Top of SUPPLIED RECORDS

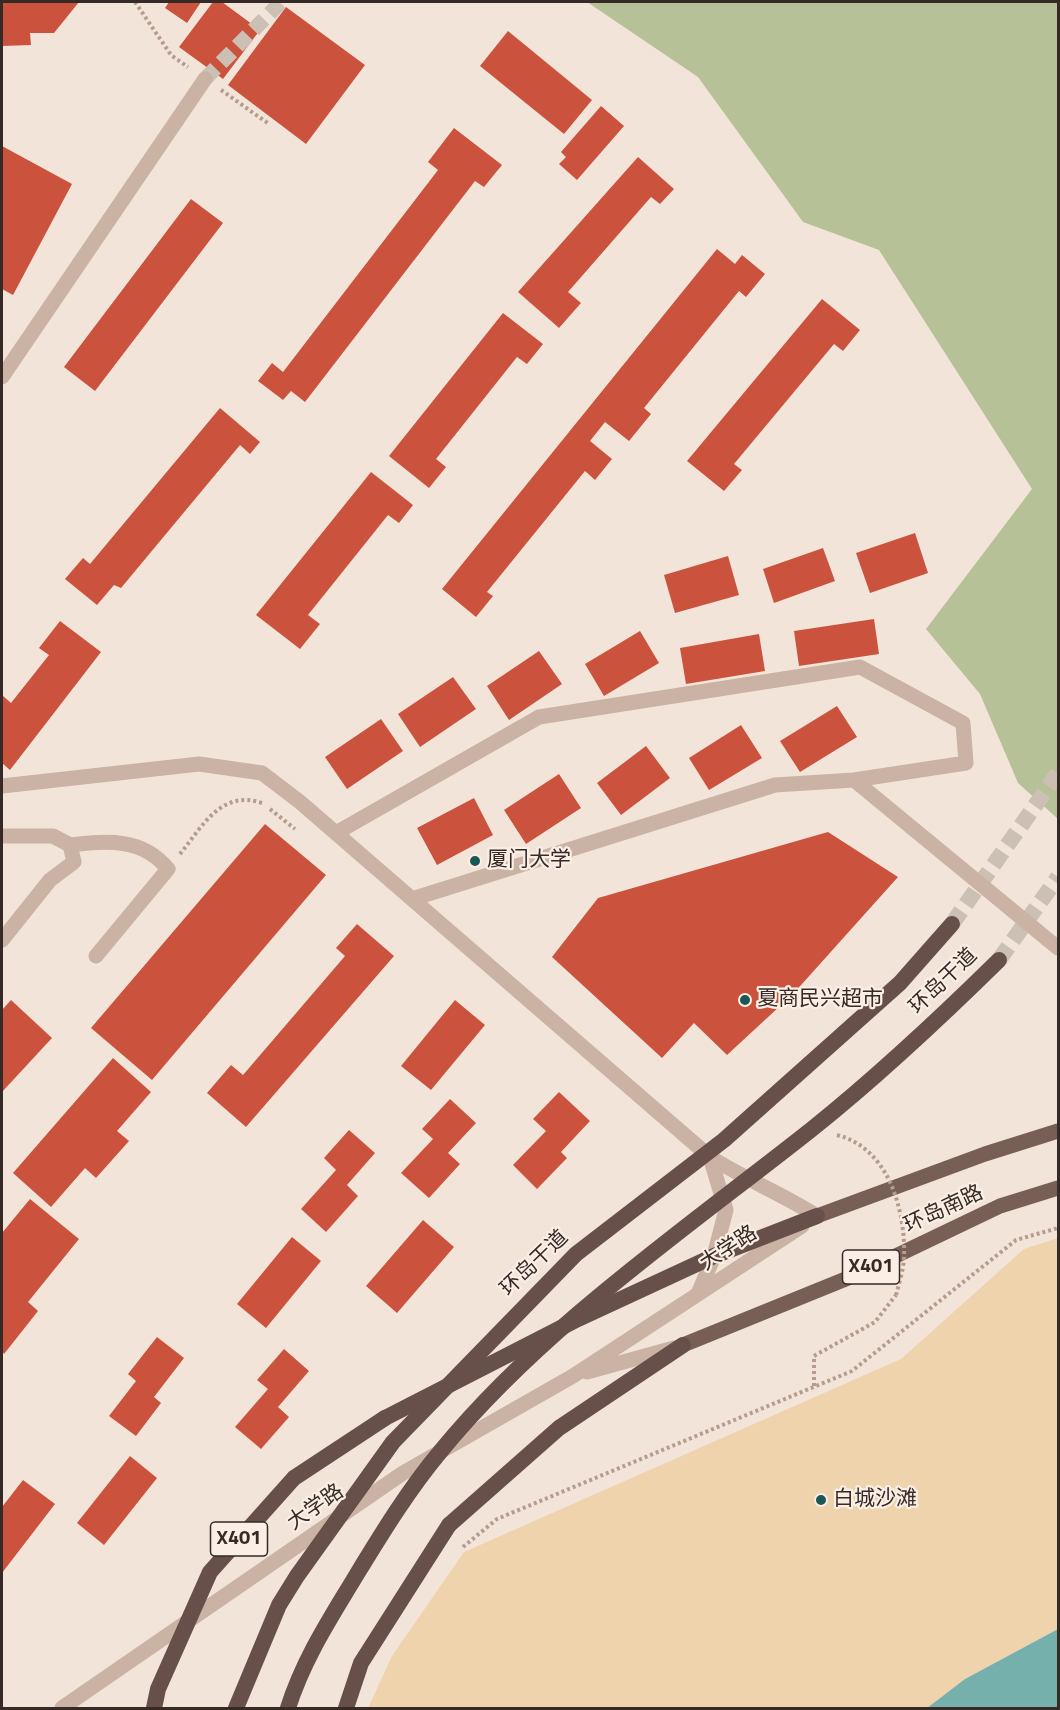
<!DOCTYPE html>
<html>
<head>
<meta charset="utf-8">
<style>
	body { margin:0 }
	#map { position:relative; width:1060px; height:1710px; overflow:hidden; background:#f2e4d8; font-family:"Titillium Web",sans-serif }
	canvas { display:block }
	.frame { position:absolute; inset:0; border:3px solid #352a26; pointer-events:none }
</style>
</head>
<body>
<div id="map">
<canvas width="1060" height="1710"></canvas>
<div class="frame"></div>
</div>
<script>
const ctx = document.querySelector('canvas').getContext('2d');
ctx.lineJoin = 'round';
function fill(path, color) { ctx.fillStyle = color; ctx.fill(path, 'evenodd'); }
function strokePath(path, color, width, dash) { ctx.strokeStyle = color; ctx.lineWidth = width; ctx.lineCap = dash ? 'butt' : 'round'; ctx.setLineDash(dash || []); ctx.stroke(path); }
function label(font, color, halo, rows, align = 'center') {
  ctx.font = font + ' "Titillium Web","Noto Sans SC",sans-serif'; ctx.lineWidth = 4.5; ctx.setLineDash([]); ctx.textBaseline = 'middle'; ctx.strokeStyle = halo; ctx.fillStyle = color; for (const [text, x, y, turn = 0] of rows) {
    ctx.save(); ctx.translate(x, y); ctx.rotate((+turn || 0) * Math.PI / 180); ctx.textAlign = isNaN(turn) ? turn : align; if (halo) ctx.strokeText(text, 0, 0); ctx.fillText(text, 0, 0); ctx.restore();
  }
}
const green = new Path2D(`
	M 587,2 L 1058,2 L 1058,819 L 1018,783 L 980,694 L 926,629 L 1032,489 L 879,250 L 803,222 L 698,77 Z`);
const sand = new Path2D(`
	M 1058,1238 L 1058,1629 L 965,1679 L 927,1708 L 368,1708 L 392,1656 L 464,1552 L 901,1359 L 1024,1249 Z`);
const water = new Path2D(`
	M 1058,1629 L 1058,1708 L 927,1708 L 965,1679 Z`);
const building = new Path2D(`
	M 2,2 L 79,2 L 54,33 L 30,33 L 31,45 L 2,46 Z
	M 169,2 L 201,2 L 187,23 L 165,8 Z
	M 213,2 L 222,2 L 260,30 L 223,79 L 179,47 Z
	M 286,7 L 365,65 L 306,144 L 228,85 Z
	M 508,31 L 592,100 L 564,134 L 480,66 Z
	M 601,106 L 624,126 L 577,180 L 559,164 L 566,157 L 561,152 Z
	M 454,128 L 502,165 L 484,187 L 475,181 L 305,402 L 291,391 L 283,400 L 258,381 L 272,363 L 283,372 L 438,170 L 428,162 Z
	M 2,146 L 72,184 L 13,295 L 2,289 Z
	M 638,157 L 674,189 L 660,204 L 651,197 L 568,292 L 581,303 L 559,328 L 518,292 Z
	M 191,199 L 223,223 L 95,391 L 64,367 Z
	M 717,249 L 735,264 L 742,255 L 765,274 L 746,297 L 739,291 L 644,408 L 651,414 L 629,441 L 605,422 L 590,441 L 612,459 L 595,480 L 585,471 L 487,592 L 493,596 L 476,617 L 442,589 Z
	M 822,299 L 860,330 L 843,351 L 834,344 L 734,464 L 742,470 L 724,491 L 687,461 Z
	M 503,313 L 543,344 L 527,364 L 517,357 L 436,459 L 446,467 L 429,488 L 389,456 Z
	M 220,408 L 260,442 L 250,454 L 240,445 L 121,588 L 114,585 L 97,605 L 65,579 L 83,558 L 90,564 Z
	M 371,472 L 413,505 L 399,523 L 388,515 L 308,615 L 320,624 L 300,649 L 256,615 Z
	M 915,533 L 928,573 L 870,593 L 856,553 Z
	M 823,548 L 835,581 L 774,603 L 763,569 Z
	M 728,556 L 739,595 L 675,613 L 664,575 Z
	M 874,619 L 879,654 L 799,666 L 794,631 Z
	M 60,621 L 101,652 L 10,770 L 2,763 L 2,695 L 11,703 L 49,655 L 39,648 Z
	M 640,631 L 659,663 L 604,696 L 585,664 Z
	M 759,634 L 765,671 L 686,684 L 680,648 Z
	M 539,651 L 562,684 L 509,720 L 487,686 Z
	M 453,677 L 476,709 L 420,747 L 398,714 Z
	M 837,706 L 857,737 L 800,772 L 780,741 Z
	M 381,719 L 403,751 L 347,789 L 325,757 Z
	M 741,725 L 762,758 L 709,790 L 689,758 Z
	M 646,746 L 670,778 L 621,815 L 597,783 Z
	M 559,774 L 581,808 L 526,844 L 504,810 Z
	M 474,798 L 493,835 L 437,865 L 417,828 Z
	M 265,824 L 326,875 L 152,1080 L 91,1028 Z
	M 828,832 L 898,877 L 793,994 L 727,1055 L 694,1023 L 662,1058 L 552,957 L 598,898 Z
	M 357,924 L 394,956 L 246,1127 L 207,1093 L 231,1065 L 243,1075 L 345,956 L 336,948 Z
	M 11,1000 L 52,1038 L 2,1092 L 2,1010 Z
	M 455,1000 L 485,1025 L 431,1090 L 401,1066 Z
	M 113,1058 L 151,1092 L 117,1131 L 129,1141 L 96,1178 L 85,1168 L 51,1207 L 13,1173 Z
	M 559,1092 L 590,1121 L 561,1152 L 567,1158 L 537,1189 L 513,1165 L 546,1131 L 533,1119 Z
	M 450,1099 L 476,1123 L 448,1153 L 460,1164 L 429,1198 L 401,1173 L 433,1139 L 422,1129 Z
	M 349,1130 L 375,1153 L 347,1185 L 358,1196 L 326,1232 L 301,1209 L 336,1170 L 324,1158 Z
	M 30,1199 L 79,1239 L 28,1302 L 38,1311 L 4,1354 L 2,1351 L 2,1233 Z
	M 423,1220 L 454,1247 L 397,1313 L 366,1286 Z
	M 292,1237 L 321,1261 L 266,1328 L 237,1304 Z
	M 157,1337 L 184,1358 L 154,1397 L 161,1403 L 136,1436 L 109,1416 L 136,1381 L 128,1374 Z
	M 284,1349 L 309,1371 L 278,1407 L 289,1417 L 261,1449 L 235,1427 L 268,1389 L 257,1380 Z
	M 130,1456 L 157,1478 L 104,1545 L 77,1523 Z
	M 23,1480 L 55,1504 L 2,1573 L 2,1507 Z`);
const pedestrianTunnel = new Path2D(`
	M 205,79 L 281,2`);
const trunkTunnel = new Path2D(`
	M 952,924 L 1058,773
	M 999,960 L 1058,877`);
const path = new Path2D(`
	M 135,2 L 171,55 L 188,67
	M 221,90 L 269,124
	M 270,809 L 295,829
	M 180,854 C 202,827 221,789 262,803
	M 814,1386 L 814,1356 L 875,1322 L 896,1295
	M 463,1547 L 497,1519 L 852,1371 L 1016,1240 L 1058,1228`);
const service = new Path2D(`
	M 2,377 L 205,79
	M 2,786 L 199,764 L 262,773 L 300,802 L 710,1157
	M 336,833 L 539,717 L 860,667 L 963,723 L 966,763 L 854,780
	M 2,836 L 53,836 L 70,845 L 74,862 L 50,880 L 2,940
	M 70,845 C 107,841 142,837 168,869 L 96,956
	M 412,899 L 775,785 L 854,780 L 1058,948`);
const minor = new Path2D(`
	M 710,1157 C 745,1179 782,1194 817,1216
	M 698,1294 L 714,1256 L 726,1210 L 710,1157`);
const tertiary = new Path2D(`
	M 587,1372 L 674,1348
	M 62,1708 L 403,1473 L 573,1376 L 802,1226`);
const primary = new Path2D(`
	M 817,1216 L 985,1154 L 1058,1131
	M 683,1345 L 858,1274 L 1000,1206 L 1058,1188`);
const trunk = new Path2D(`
	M 385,1418 L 578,1319 L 714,1256 L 817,1216
	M 449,1525 L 559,1428 L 683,1345`);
const pathBridge = new Path2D(`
	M 837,1135 C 889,1148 906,1211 904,1259 C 903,1271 899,1284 896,1295`);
const trunkBridge = new Path2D(`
	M 154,1708 L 158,1689 L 210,1572 L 294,1478 L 385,1418
	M 236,1708 L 279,1605 L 297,1576 L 393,1442 L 576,1254 L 724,1140 L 900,983 L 952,924
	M 288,1708 C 304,1658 330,1619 357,1574 C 382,1533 409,1489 440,1452 C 541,1328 687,1228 812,1129 C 877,1077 939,1019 999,960
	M 346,1708 L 361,1663 L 449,1525`);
const markers = [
	[475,861,6,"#1a5857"],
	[745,1000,6,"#1a5857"],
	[821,1500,6,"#1a5857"]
];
const shields = [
	[871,1267,57],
	[239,1539,57]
];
const shieldNames = [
	["X401",871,1267],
	["X401",239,1539]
];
const poiNames = [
	["厦门大学",487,861],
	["夏商民兴超市",757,1000],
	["白城沙滩",833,1500]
];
const streetNames = [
	["环岛干道",944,982,-44],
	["环岛南路",944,1210,-25],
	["大学路",729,1249,-33],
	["环岛干道",535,1264,-44],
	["大学路",316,1508,-35]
];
fill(green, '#b7c198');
fill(sand, '#efd3ad');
fill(water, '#76b0ad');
fill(building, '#cb533e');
strokePath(pedestrianTunnel, '#ccbfb4', 15, [15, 8]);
strokePath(trunkTunnel, '#ccbfb4', 16, [16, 8]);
strokePath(path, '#b69c8e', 4, [3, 3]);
strokePath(service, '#cab2a4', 15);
strokePath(minor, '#cab2a4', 15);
strokePath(tertiary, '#cab2a4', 15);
strokePath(primary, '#785f56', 15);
strokePath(trunk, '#68504a', 16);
strokePath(pathBridge, '#b69c8e', 4, [3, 3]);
strokePath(trunkBridge, '#68504a', 16);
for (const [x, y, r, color] of markers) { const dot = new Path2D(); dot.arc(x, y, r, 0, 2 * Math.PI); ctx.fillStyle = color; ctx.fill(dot); strokePath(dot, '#faeee5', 2); }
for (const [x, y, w] of shields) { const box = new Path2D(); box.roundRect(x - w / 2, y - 17, w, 34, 4.5); ctx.fillStyle = '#faeee5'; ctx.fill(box); strokePath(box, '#352a26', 1.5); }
label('bold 20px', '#352a26', null, shieldNames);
label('21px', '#352a26', '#faeee5', poiNames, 'left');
label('21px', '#352a26', '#faeee5', streetNames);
</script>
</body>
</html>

Bottom of SUPPLIED RECORDS

WHAT IS REQUIRED:
Going through the entries above, show each line that contains "strokeStyle".

THE ANSWER:
function strokePath(path, color, width, dash) { ctx.strokeStyle = color; ctx.lineWidth = width; ctx.lineCap = dash ? 'butt' : 'round'; ctx.setLineDash(dash || []); ctx.stroke(path); }
  ctx.font = font + ' "Titillium Web","Noto Sans SC",sans-serif'; ctx.lineWidth = 4.5; ctx.setLineDash([]); ctx.textBaseline = 'middle'; ctx.strokeStyle = halo; ctx.fillStyle = color; for (const [text, x, y, turn = 0] of rows) {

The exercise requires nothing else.